DESCRIPTION OF THE TASK: Among the entries that follow, find the lines containing the string "strong" and copy them.

INPUT DATA:
§
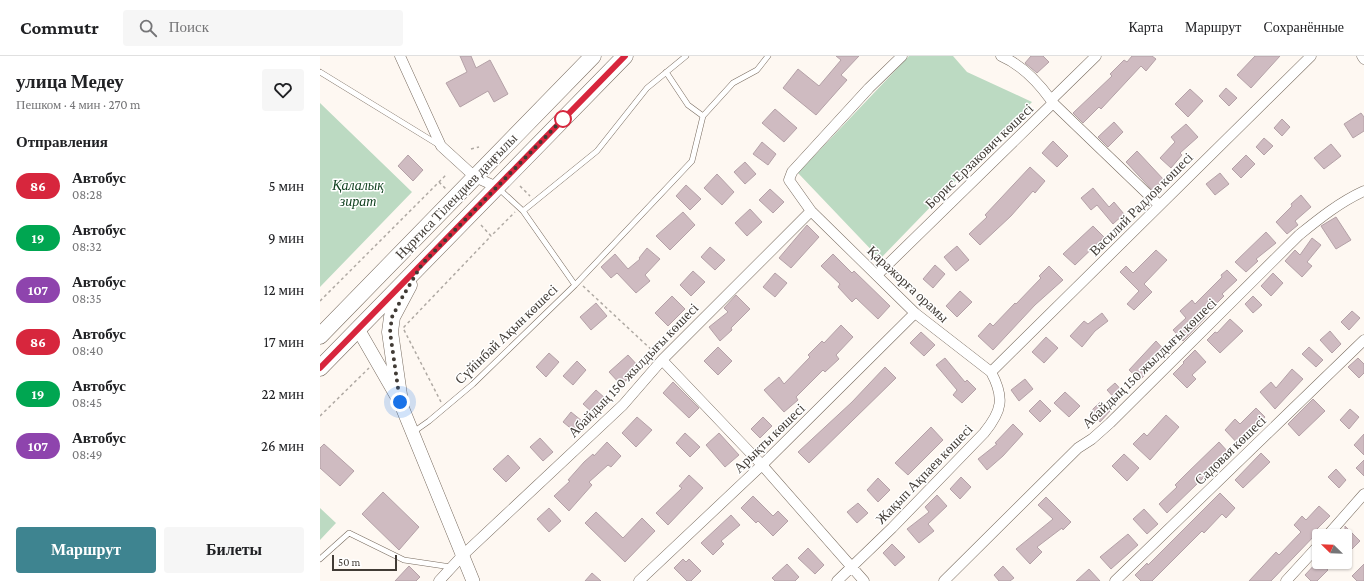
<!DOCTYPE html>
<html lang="ru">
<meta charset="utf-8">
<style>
:root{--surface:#fff;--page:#f6f6f6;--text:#202124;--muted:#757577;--line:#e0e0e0;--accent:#3e8490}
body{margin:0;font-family:"Crimson Pro",serif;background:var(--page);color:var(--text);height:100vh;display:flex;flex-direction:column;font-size:15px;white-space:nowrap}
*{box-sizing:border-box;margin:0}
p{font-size:13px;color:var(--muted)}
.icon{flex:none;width:22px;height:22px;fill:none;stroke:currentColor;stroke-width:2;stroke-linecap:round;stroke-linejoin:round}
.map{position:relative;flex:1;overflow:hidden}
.side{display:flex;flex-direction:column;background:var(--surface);width:320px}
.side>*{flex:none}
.badge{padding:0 8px;border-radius:13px;font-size:14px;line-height:26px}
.needle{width:26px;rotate:293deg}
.fabs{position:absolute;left:992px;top:473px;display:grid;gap:8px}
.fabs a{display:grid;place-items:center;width:40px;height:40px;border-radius:4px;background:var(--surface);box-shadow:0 1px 3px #0004;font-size:20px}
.scale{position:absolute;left:12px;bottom:10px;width:65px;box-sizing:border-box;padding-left:4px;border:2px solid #413b35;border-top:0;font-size:11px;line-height:14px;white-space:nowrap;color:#413b35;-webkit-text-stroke:3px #fff;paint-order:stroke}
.you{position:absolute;width:20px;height:20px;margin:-10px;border:3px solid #fff;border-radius:50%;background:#1a73e8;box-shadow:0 0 0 6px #1a73e833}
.map>.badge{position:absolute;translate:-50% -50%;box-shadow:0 0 0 2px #fff}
h2{padding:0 16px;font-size:15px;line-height:36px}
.round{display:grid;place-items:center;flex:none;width:42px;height:42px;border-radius:4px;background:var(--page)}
.summary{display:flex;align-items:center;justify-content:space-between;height:68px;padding:0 16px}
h1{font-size:19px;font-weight:700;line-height:30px}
.button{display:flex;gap:8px;margin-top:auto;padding:8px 16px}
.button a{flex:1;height:46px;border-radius:4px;background:var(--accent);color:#fff;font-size:16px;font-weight:700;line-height:46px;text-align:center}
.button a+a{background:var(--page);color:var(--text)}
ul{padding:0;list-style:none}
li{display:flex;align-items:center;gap:12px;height:52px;padding:0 16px}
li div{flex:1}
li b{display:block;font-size:15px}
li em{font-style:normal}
li .badge{min-width:44px;font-weight:700;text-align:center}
header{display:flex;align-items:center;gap:24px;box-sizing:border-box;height:56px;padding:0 20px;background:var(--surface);border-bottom:1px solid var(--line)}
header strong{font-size:19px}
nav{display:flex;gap:22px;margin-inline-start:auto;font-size:14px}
.search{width:280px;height:36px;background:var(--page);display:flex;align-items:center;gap:10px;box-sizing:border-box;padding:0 14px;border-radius:4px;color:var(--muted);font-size:15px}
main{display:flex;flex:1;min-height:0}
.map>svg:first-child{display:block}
.green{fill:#bcdac2}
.building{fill:#cfbbc1;stroke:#b4a1a7}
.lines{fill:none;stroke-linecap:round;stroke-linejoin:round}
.service-casing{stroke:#786b5f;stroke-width:6}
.minor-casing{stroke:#786b5f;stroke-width:11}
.tertiary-casing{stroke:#786b5f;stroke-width:14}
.primary-casing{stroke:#786b5f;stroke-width:17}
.path{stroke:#afa9a3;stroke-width:1.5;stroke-dasharray:3 3;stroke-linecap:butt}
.service{stroke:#fff;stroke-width:5}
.minor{stroke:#fff;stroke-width:10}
.tertiary{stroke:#fff;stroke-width:13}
.primary{stroke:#fff;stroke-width:16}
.line-casing{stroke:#fff;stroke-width:9}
.line{stroke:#d7263d;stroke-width:6}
.walk{stroke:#413b35;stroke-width:4;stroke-dasharray:0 7.2}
.stop-dot{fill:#fff;stroke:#d7263d;stroke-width:2}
.labels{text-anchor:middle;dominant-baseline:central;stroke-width:3;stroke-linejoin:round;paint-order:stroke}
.street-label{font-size:14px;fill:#413b35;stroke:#fff}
.park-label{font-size:14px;font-style:italic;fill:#124221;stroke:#fff}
</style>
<header>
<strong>Commutr</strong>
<div class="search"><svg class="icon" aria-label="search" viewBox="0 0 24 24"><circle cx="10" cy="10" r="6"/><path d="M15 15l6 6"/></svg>Поиск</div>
<nav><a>Карта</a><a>Маршрут</a><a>Сохранённые</a></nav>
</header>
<main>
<section class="side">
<div class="summary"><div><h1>улица Медеу</h1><p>Пешком · 4 мин · 270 m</p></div><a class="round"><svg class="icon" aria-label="heart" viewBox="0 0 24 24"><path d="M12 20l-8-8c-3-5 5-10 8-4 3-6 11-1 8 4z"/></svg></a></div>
<h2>Отправления</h2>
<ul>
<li><span class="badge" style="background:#d7263d;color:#fff">86</span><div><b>Автобус</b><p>08:28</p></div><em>5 мин</em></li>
<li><span class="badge" style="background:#00a651;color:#fff">19</span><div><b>Автобус</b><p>08:32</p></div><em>9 мин</em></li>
<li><span class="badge" style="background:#8e44ad;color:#fff">107</span><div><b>Автобус</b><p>08:35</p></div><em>12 мин</em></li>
<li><span class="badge" style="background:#d7263d;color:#fff">86</span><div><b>Автобус</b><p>08:40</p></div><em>17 мин</em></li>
<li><span class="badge" style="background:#00a651;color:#fff">19</span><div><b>Автобус</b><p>08:45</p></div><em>22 мин</em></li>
<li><span class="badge" style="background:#8e44ad;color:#fff">107</span><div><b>Автобус</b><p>08:49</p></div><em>26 мин</em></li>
</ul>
<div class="button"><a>Маршрут</a><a>Билеты</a></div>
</section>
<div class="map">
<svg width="1044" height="525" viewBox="0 0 1044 525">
<rect width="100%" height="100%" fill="#fef8f2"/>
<path class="green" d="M589 0H633L647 16 712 46 560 203 478 117Z
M0 47 92 136 0 231Z
M0 452 16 467 0 484Z"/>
<path class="building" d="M140 0H151L156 12 170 4 188 38 174 46 168 35 140 51 126 27 147 16Z
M516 0H539L521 19 527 24 496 59 463 32 478 13 499 30 521 4Z
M711 0H723L729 6 717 17 705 7Z
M812 0H832L836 3 826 15 821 10 781 53 779 51 763 67 753 57 792 20 790 18 804 4 807 6Z
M935 0H960L931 32 917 19Z
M906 32 917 42 909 50 899 40Z
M870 33 883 45 868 61 855 48Z
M455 53 477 72 464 86 442 67Z
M1041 57 1044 61V75L1033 82 1024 68Z
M962 63 970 71 962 80 954 72Z
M794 66 803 76 788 91 778 81Z
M866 68 878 81 860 97 862 99 851 112 840 102 855 86 851 81Z
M944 82 953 90 944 99 936 91Z
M733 85 748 100 737 111 722 97Z
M442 86 456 98 448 109 433 98Z
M1011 88 1021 100 1004 113 994 102Z
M817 95 844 124 833 135 806 106Z
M88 99 103 114 93 125 78 110Z
M926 99 935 108 921 122 912 113Z
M425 106 436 118 425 128 414 116Z
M710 111 725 125 715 137 713 135 691 160 660 189 649 178 667 161 665 159Z
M900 117 909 128 895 139 886 128Z
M397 118 414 136 402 149 384 132Z
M366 129 381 143 370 154 356 140Z
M773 132 789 151 794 146 804 158 793 168 777 149 771 154 761 142Z
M450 133 464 146 453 157 439 144Z
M981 139 991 151 975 165 978 169 967 178 956 166 972 150 971 148Z
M430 153 442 166 427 180 415 167Z
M363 156 375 169 350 194 336 180Z
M1016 161 1031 184 1016 193 1001 170Z
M487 169 499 181 471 212 459 202Z
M773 170 784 181 755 209 743 198Z
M946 176 956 187 936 203 938 205 926 216 915 206Z
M992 182 1001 189 987 206 992 210 982 221 965 205 975 194 980 199Z
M637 190 649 204 636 215 624 201Z
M390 191 405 204 395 214 381 201Z
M327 192 340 203 325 219 330 225 316 237 297 217 291 222 281 211 295 198 308 213 320 203 319 202Z
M836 194 847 204 824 228 832 236 814 254 807 248 819 235 800 216 806 210 813 217Z
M513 198 532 217 534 215 570 250 558 263 536 242 532 246 518 231 520 228 501 210Z
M615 209 625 218 613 232 603 223Z
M729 210 743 224 715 249 673 294 658 280 670 267 673 270 695 247 696 248 721 222 719 220Z
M907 214 917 224 902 238 904 240 885 259 886 261 863 285 853 274 866 262 860 255 872 244 875 248 902 221 901 219Z
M373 215 385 226 371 240 360 229Z
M455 217 467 227 455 241 443 231Z
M953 217 963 227 951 240 941 230Z
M640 235 652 246 637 261 626 250Z
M416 239 430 253 411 272 412 274 400 285 389 271 408 256 404 252Z
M352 240 365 253 348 270 335 257Z
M933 240 942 249 933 257 925 248Z
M276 247 287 260 271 274 260 261Z
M1032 255 1040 262 1029 274 1021 266Z
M782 257 788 265 775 275 762 291 750 280 764 265 768 268Z
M910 263 923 275 900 297 887 284 895 276 897 277Z
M521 269 533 281 516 299 519 303 505 316 503 314 476 341 478 344 464 356 444 334 459 321 464 328 490 301 488 299 502 285 504 287Z
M1010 275 1021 288 1012 297 1000 284Z
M601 276 615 289 604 300 590 287Z
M726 281 738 292 724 307 712 296Z
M836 285 846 296 820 324 809 314Z
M398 291 412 305 398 319 384 305Z
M989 291 1003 304 996 311 982 298Z
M875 294 886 306 872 319 876 323 867 332 853 318 864 307 863 306Z
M229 297 239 306 226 321 216 311Z
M308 299 320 312 301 329 289 316Z
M625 302 645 326 647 324 656 333 642 347 633 339 637 334 616 309Z
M1038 302 1044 308V317L1039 322 1028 311Z
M257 305 266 314 253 329 243 320Z
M565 311 576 322 489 407 478 396 532 346Z
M972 313 983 323 955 353 940 336 951 326 956 332Z
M705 323 713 333 699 345 691 334Z
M353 326 379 352 369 362 343 337Z
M795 327 805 338 797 345 787 334Z
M276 334 286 343 273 357 263 348Z
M745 336 760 350 749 361 734 347Z
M993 343 1005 355 979 380 968 368Z
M720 344 731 355 720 366 709 355Z
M780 346 790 355 780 366 770 356Z
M936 352 945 361 920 390 905 374 915 363 920 368Z
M1030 353 1039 361 1029 373 1020 364Z
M251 356 262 365 254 375 243 366Z
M846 359 859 371 830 404 813 388 824 377 827 380Z
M317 361 332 374 316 391 302 377Z
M443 361 452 370 440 382 431 373Z
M693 368 703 378 683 400 667 414 658 403 677 388 675 387Z
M611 371 623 384 588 419 575 407Z
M365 377 380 391 370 401 356 387Z
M399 377 419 399 405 411 386 389Z
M1044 378V399L1034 389Z
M220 382 233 396 223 405 210 391Z
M287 386 301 400 291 411 288 409 269 426 272 429 249 455 234 440 250 425 248 424 264 406 273 398 274 400Z
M899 386 909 397 847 457 839 448 857 431 855 429 865 419Z
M4 388 34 415 20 430 0 412V392Z
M941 397 950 406 923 432 915 424Z
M804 398 819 412 807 425 792 410Z
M188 399 200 412 186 426 173 413Z
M1044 404V420L1036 412Z
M1016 413 1026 424 1019 432 1008 421Z
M369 419 383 432 348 469 336 457 362 432 359 430Z
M641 421 651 431 640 443 630 433Z
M558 422 570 434 558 446 547 434Z
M63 436 99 471 79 494 42 458Z
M900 437 915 452 906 462 902 458 884 477 882 475 832 525H821L815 519 827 507 828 509Z
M617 439 627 450 608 468 614 475 599 487 587 473 609 456 605 451Z
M433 440 453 460 458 455 468 465 453 480 438 465 436 467 421 452Z
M726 441 751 466 743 474 742 472 717 491 722 496 710 508 696 493 733 463 718 449Z
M538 447 548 457 537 467 527 456Z
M999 450 1010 460 996 474 998 476 951 525H929L956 496 959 499 981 476 974 469 982 460 986 464Z
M229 452 241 465 229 476 217 463Z
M824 453 838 468 827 478 813 463Z
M276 456 303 482 322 462 335 475 305 506 265 467Z
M411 459 420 469 401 485 404 488 393 499 381 487Z
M1025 470 1040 485 1032 493 1025 486V480H1019L1025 474Z
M808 478 818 489 791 513 780 501Z
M572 488 585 501 575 510 563 497Z
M488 492 504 509 495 518 478 502Z
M363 503 366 506 369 503 381 515 371 525H367L354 512Z
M998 505 1008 514 997 525H991L985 519Z
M467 508 479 521 475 525H455L452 522Z
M1044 508V525H1037L1032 520Z
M89 510 100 521 96 525H75Z
M683 510 694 522 690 525H679L674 519Z
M769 513 780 525H756Z
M272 517 281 525H265Z"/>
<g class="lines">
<g class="service-casing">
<path id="service" d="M0 16 119 89
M346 16 368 49 383 60
M203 155 277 95 327 32 366 0
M255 229 372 105 383 60 413 27 437 14 448 0
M92 377 109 365 153 328 255 229 203 155 178 132
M0 503 29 477 84 504 131 511"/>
</g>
<g class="minor-casing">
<path id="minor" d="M80 0 121 90 155 121 177 131
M681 0C702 9 718 26 731 44
M1042 0 1044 3
M733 47 839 149
M557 219 733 47 731 44 776 0
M342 304 442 409 544 525
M671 316 991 0
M1007 480 1044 438
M119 525 143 499 303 349 342 304 491 155
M319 525 442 409 595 257
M517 525 572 472 664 377C682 355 685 342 671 316L595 257 491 155 469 124 472 116 549 32 582 0
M624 525 758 392 772 383 790 367 979 179C1000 162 1020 146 1044 135
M795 525 1044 284
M966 525 999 489"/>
</g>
<g class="tertiary-casing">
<path id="tertiary" d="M38 273 80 346 153 525"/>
</g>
<g class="primary-casing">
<path id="primary" d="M0 280 273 0
M0 312 305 0
M80 346 70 276 72 261 89 229"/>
</g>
<path class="path" d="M151 93 159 91
M119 126 126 133
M200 130 210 140
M161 169 171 180 195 156
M263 230 335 297
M0 245 127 118
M121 346 83 272 171 180
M0 360 49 312"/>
<use href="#service" class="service"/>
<use href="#minor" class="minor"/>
<use href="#tertiary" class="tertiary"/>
<use href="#primary" class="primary"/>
</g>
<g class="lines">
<g class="line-casing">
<path id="line" d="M0 312 305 0"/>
</g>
<use href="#line" class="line"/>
<path class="walk" d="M80 346 70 276 72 261 83 240 102 208 243 63"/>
</g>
<circle class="stop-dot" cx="243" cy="63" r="8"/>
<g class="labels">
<g class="street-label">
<text transform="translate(659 100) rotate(-44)">Борис Ерзакович көшесі</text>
<text transform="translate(136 140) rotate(-46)">Нұрғиса Тілендиев даңғылы</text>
<text transform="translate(821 148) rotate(-45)">Василий Радлов көшесі</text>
<text transform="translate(588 228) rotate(43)">Қаражорға орамы</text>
<text transform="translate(186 278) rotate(-44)">Сүйінбай Ақын көшесі</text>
<text transform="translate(829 307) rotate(-44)">Абайдың 150 жылдығы көшесі</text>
<text transform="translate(313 314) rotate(-46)">Абайдың 150 жылдығы көшесі</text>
<text transform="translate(449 382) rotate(-44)">Арықты көшесі</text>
<text transform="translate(910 394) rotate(-44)">Садовая көшесі</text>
<text transform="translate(604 418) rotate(-46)">Жақып Ақпаев көшесі</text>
</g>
<g class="park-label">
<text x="38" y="129">Қалалық<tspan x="38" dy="16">зират</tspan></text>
</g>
</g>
</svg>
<div class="fabs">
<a><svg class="needle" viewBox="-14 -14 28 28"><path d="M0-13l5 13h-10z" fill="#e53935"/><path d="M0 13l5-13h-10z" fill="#757577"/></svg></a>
</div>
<div class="scale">50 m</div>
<div class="you" style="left:80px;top:346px"></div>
</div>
</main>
§
WRITTEN RESPONSE:
header strong{font-size:19px}
<strong>Commutr</strong>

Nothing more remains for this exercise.